Some things I'm working on now, and over this coming year
My first few posts seem to be all about "me, me, me...?" Don't worry, we'll get to other, more interesting stuff, in a few posts!
Urban form around the world
On the research front, I'm working on "Understanding Intra-urban Location: The Spatial Distribution of Population in 57 World Cities" with my friend Alain Bertaud. B&M present a unique database of measures of population density patterns from 57 cities in 32 different countries, collected over more than two decades. After some discussion of selected cases, we use these data to test some predictions of the standard model of intraurban location, and to explain apparent departures from that model.
Several key predictions of the so-called ‘standard urban model’ of William Alonso, Ed Mills and Richard Muth are confirmed; cities everywhere decentralize as their populations grow, their incomes rise, and transport costs fall, as the standard model predicts. But we also show that the way the market for land and real estate is organized and regulated has profound effects on urban form. This has potentially powerful implications for the value of the real estate capital stock, and for transportation systems.
A broad look at housing in the United States
In 2003, Richard Green and I published A Primer on U.S. Housing Markets and Housing Policy. Despite having one of the ugliest book covers of all time (G&M were not consulted!), it was a raging success, selling many dozens of copies; the last time I checked #1,867,979 in sales at Amazon. Be the first to review it there! But we did get nice reviews in high profile spots like Journal of the American Planning Association, and Regional Science and Urban Economics, and around 190 citations in Google Scholar (pretty decent, actually!) But our real distinction was a great blurb from the late John Quigley, one of the greatest urban economists we've known: "...a compact readable introduction to the economics of housing, accessible to all, yet rigorous and judicious. The book is an excellent illustration of the way economists think about markets and government policy."
Apparently, there have been some new developments in housing markets since 2003; who knew? So Richard and I are working on a Second Edition, with colleague Paul Carrillo. We'll have new material on the 2000s era boom and bust in housing prices, the interactions between housing and the aggregate economy, and recent developments in the housing of lower income Americans.

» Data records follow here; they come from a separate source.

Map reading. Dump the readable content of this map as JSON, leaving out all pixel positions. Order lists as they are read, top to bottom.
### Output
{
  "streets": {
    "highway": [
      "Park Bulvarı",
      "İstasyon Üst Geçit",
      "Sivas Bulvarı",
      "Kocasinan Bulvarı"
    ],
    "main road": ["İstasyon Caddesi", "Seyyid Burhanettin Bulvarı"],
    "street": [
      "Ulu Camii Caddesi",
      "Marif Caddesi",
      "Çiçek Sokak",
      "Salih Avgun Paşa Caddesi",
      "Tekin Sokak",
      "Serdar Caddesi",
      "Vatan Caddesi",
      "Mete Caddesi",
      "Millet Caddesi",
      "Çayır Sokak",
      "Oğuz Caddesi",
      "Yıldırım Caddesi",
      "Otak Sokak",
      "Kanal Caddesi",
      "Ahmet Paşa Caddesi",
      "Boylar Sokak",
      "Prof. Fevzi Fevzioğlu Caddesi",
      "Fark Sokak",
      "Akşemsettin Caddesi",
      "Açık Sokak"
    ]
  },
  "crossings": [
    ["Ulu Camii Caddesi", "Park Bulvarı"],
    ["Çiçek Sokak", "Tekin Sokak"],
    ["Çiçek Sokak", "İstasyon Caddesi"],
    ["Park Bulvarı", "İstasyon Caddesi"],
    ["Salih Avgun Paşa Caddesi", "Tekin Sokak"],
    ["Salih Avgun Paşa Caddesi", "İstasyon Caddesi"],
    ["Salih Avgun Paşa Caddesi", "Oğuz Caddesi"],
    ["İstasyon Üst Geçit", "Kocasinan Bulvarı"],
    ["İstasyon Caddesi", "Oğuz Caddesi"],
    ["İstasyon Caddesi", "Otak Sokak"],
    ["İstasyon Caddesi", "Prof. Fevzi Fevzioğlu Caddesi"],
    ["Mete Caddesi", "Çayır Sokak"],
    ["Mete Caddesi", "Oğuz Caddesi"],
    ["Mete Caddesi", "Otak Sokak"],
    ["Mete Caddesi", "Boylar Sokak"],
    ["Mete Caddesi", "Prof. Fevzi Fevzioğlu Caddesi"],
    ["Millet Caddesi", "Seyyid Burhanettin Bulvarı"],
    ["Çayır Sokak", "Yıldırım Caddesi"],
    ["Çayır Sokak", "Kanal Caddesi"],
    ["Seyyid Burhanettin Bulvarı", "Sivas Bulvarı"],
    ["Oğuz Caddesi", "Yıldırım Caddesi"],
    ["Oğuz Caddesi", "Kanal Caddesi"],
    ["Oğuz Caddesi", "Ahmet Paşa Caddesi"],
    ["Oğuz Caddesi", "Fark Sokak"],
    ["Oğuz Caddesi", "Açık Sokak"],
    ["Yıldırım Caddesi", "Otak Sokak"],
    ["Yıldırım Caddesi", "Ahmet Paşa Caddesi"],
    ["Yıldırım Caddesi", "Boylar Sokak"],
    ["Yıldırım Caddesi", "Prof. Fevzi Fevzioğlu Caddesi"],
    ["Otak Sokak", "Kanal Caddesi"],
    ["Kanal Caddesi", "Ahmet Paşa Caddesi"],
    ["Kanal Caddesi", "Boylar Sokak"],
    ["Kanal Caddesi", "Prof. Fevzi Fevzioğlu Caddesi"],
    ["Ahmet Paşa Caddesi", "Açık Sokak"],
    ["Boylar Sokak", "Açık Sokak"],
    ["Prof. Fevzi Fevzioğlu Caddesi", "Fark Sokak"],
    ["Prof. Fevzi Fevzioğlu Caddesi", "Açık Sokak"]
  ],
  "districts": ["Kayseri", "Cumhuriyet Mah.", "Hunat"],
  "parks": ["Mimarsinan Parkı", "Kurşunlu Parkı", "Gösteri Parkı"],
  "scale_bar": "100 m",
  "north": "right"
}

Housing and recent macroeconomic events
I'm currently making final revisions to a short paper on a big topic: "Residential Real Estate In the U.S. Financial Crisis, the Great Recession, and their Aftermath," which will appear in a special issue of the Taiwan Economic Review on housing, edited by Nan-Kuang Chen and Charles Ka Yui Leung. In my class lectures on the crisis, I have a few slides listing 91 (!) putative causes of the housing boom and bust, the associated Great Financial Crisis, the Great Recession of 2007-9, and the disappointingly weak recovery that's followed. So to boil things down, at the risk of over-simplifying, this paper focuses on the housing boom-bust, with particular attention to supply-side constraints in housing markets; and the role of increasing leverage.
Housing in China
I've been undertaking some new work on China's housing supply with Lingxiao Li. We examine housing prices in 35 large cities over the past decade-and-a-half; we're not the first to examine these data, or to try to recover supply elasticities from the same. Our main innovation is to construct measures of natural and regulatory constraint; such measures have been demonstrably important in explaining housing markets in both the U.S., where we have a lot of variation across cities/metro areas; and also across countries. Support from the Lincoln Institute of Land Policy was instrumental in allowing us to collect this data, and present our first results as a working paper to that fine institution. Like all such measures, our "regulatory indexes" are imperfect, but we are currently refining our measures and looking to glean what we can from more recent data on the ups and downs in China's housing markets. Stay tuned!
African urban development and housing
The world is a complicated place, and no continent more so than Africa. Many Americans have an over-simplified and often inaccurate view of the most rapidly urbanizing region in the world, if they have a view at all. Two decades ago I took the opportunity to expand my own modest experience in Ghana, Kenya and Nigeria by teaming up with Iowa's Jay Sa-Aadu to pull together data from around the continent and write a review entitled "What Have African Housing Policies Wrought?" (Real Estate Economics, 1996). But a lot has happened in Africa over the past two decades, to put it mildly!
So now Jay and I have embarked on an update and extension of that paper, provisionally entitled "Housing and Urban Development in Africa: Lessons Learned, Lessons Not Learned," with our colleague Moussa Diop. Drawing on several decades of research we review lessons learned about housing markets and policies that are relevant for many countries in Africa today. Our goal is not only to highlight lessons learned from previous research and practice; but also lessons forgotten. We present a research agenda that might fill remaining gaps in our understanding of African housing markets and policy, some of which might be quite applicable to other regions as well.
More to come, on these and other topics
This blog post is a bit of a tease -- I've listed five of my current projects, with very little detail, on the specifics of the projects, including much of the findings. Fear not -- future posts will explore these and other projects, and results, in much more detail.